Work to complete:
Set down the entries below exactly, leaving out all images.

___ Exercise materials ___

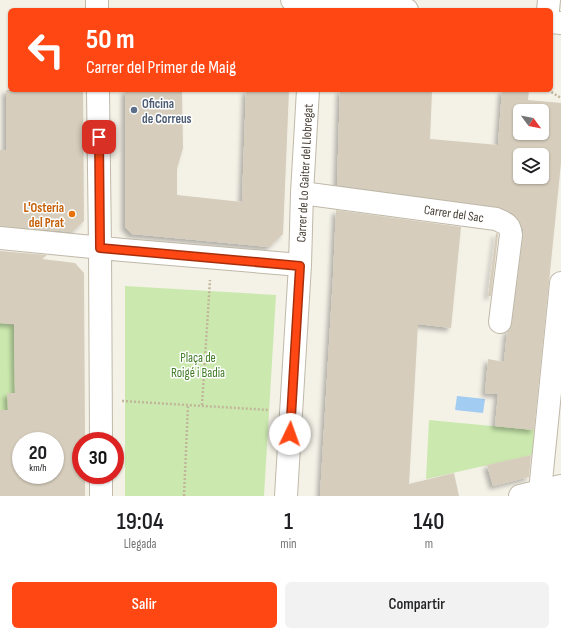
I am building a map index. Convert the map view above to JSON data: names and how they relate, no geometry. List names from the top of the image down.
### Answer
{
  "streets": {
    "street": ["Carrer de Lo Gaiter del Llobregat", "Carrer del Sac"]
  },
  "crossings": [
    ["Carrer de Lo Gaiter del Llobregat", "Carrer del Sac"]
  ],
  "parks": ["Plaça de Roigé i Badia"],
  "places": ["Oficina de Correus", "L'Osteria del Prat"],
  "north": "bottom right",
  "page": {
    "turn": ["50 m", "Carrer del Primer de Maig"],
    "speed": "20 km/h",
    "limit": "30",
    "eta": [
      "19:04",
      "Llegada",
      "1",
      "min",
      "140",
      "m"
    ],
    "buttons": ["Salir", "Compartir"]
  }
}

___

Result:
I am building a map index. Convert the map view above to JSON data: names and how they relate, no geometry. List names from the top of the image down.
### Answer
{
  "streets": {
    "street": ["Carrer de Lo Gaiter del Llobregat", "Carrer del Sac"]
  },
  "crossings": [
    ["Carrer de Lo Gaiter del Llobregat", "Carrer del Sac"]
  ],
  "parks": ["Plaça de Roigé i Badia"],
  "places": ["Oficina de Correus", "L'Osteria del Prat"],
  "north": "bottom right",
  "page": {
    "turn": ["50 m", "Carrer del Primer de Maig"],
    "speed": "20 km/h",
    "limit": "30",
    "eta": [
      "19:04",
      "Llegada",
      "1",
      "min",
      "140",
      "m"
    ],
    "buttons": ["Salir", "Compartir"]
  }
}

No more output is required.